[Records drawn from a dataset]
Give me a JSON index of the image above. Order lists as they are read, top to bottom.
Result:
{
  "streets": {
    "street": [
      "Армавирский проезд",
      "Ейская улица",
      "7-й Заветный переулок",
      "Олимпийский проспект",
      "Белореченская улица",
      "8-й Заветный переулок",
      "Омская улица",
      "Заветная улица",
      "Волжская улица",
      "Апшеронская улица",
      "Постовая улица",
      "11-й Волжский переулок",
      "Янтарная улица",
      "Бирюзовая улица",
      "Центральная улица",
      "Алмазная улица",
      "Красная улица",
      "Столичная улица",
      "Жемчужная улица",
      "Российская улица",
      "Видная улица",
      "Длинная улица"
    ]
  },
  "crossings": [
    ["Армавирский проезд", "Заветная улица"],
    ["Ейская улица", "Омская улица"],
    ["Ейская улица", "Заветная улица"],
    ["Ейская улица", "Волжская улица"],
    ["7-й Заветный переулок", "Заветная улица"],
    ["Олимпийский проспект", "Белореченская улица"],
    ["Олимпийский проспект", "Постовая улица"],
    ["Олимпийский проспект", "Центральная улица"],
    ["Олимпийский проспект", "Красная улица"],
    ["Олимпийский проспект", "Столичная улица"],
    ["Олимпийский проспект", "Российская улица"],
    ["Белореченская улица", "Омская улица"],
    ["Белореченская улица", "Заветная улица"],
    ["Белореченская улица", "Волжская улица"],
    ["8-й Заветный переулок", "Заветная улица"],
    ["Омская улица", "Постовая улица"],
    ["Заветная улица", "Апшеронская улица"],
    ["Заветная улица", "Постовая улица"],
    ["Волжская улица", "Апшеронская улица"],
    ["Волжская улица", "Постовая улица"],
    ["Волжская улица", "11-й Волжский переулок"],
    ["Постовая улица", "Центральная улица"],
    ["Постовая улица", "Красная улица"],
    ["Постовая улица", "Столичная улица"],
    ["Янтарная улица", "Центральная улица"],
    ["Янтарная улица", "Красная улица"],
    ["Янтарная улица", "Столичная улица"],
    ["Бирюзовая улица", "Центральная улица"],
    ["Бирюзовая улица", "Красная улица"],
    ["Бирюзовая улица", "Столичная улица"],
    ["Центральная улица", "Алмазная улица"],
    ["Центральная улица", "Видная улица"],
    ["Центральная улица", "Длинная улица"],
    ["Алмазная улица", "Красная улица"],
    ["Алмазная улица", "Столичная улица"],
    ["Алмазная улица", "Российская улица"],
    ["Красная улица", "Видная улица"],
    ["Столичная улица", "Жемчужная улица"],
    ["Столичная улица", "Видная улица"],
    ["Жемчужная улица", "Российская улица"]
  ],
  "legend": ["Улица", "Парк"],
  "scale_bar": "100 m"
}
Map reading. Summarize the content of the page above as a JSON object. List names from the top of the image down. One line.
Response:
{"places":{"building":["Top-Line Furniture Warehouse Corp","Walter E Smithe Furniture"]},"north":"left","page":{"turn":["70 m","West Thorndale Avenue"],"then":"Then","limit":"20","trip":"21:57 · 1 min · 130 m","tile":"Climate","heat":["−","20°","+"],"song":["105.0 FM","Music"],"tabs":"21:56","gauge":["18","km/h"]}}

__WHAT YOU NEED TO DO__: All of the data above needs to be given again exactly.

__WRITTEN RESPONSE__:
Give me a JSON index of the image above. Order lists as they are read, top to bottom.
Result:
{
  "streets": {
    "street": [
      "Армавирский проезд",
      "Ейская улица",
      "7-й Заветный переулок",
      "Олимпийский проспект",
      "Белореченская улица",
      "8-й Заветный переулок",
      "Омская улица",
      "Заветная улица",
      "Волжская улица",
      "Апшеронская улица",
      "Постовая улица",
      "11-й Волжский переулок",
      "Янтарная улица",
      "Бирюзовая улица",
      "Центральная улица",
      "Алмазная улица",
      "Красная улица",
      "Столичная улица",
      "Жемчужная улица",
      "Российская улица",
      "Видная улица",
      "Длинная улица"
    ]
  },
  "crossings": [
    ["Армавирский проезд", "Заветная улица"],
    ["Ейская улица", "Омская улица"],
    ["Ейская улица", "Заветная улица"],
    ["Ейская улица", "Волжская улица"],
    ["7-й Заветный переулок", "Заветная улица"],
    ["Олимпийский проспект", "Белореченская улица"],
    ["Олимпийский проспект", "Постовая улица"],
    ["Олимпийский проспект", "Центральная улица"],
    ["Олимпийский проспект", "Красная улица"],
    ["Олимпийский проспект", "Столичная улица"],
    ["Олимпийский проспект", "Российская улица"],
    ["Белореченская улица", "Омская улица"],
    ["Белореченская улица", "Заветная улица"],
    ["Белореченская улица", "Волжская улица"],
    ["8-й Заветный переулок", "Заветная улица"],
    ["Омская улица", "Постовая улица"],
    ["Заветная улица", "Апшеронская улица"],
    ["Заветная улица", "Постовая улица"],
    ["Волжская улица", "Апшеронская улица"],
    ["Волжская улица", "Постовая улица"],
    ["Волжская улица", "11-й Волжский переулок"],
    ["Постовая улица", "Центральная улица"],
    ["Постовая улица", "Красная улица"],
    ["Постовая улица", "Столичная улица"],
    ["Янтарная улица", "Центральная улица"],
    ["Янтарная улица", "Красная улица"],
    ["Янтарная улица", "Столичная улица"],
    ["Бирюзовая улица", "Центральная улица"],
    ["Бирюзовая улица", "Красная улица"],
    ["Бирюзовая улица", "Столичная улица"],
    ["Центральная улица", "Алмазная улица"],
    ["Центральная улица", "Видная улица"],
    ["Центральная улица", "Длинная улица"],
    ["Алмазная улица", "Красная улица"],
    ["Алмазная улица", "Столичная улица"],
    ["Алмазная улица", "Российская улица"],
    ["Красная улица", "Видная улица"],
    ["Столичная улица", "Жемчужная улица"],
    ["Столичная улица", "Видная улица"],
    ["Жемчужная улица", "Российская улица"]
  ],
  "legend": ["Улица", "Парк"],
  "scale_bar": "100 m"
}
Map reading. Summarize the content of the page above as a JSON object. List names from the top of the image down. One line.
Response:
{"places":{"building":["Top-Line Furniture Warehouse Corp","Walter E Smithe Furniture"]},"north":"left","page":{"turn":["70 m","West Thorndale Avenue"],"then":"Then","limit":"20","trip":"21:57 · 1 min · 130 m","tile":"Climate","heat":["−","20°","+"],"song":["105.0 FM","Music"],"tabs":"21:56","gauge":["18","km/h"]}}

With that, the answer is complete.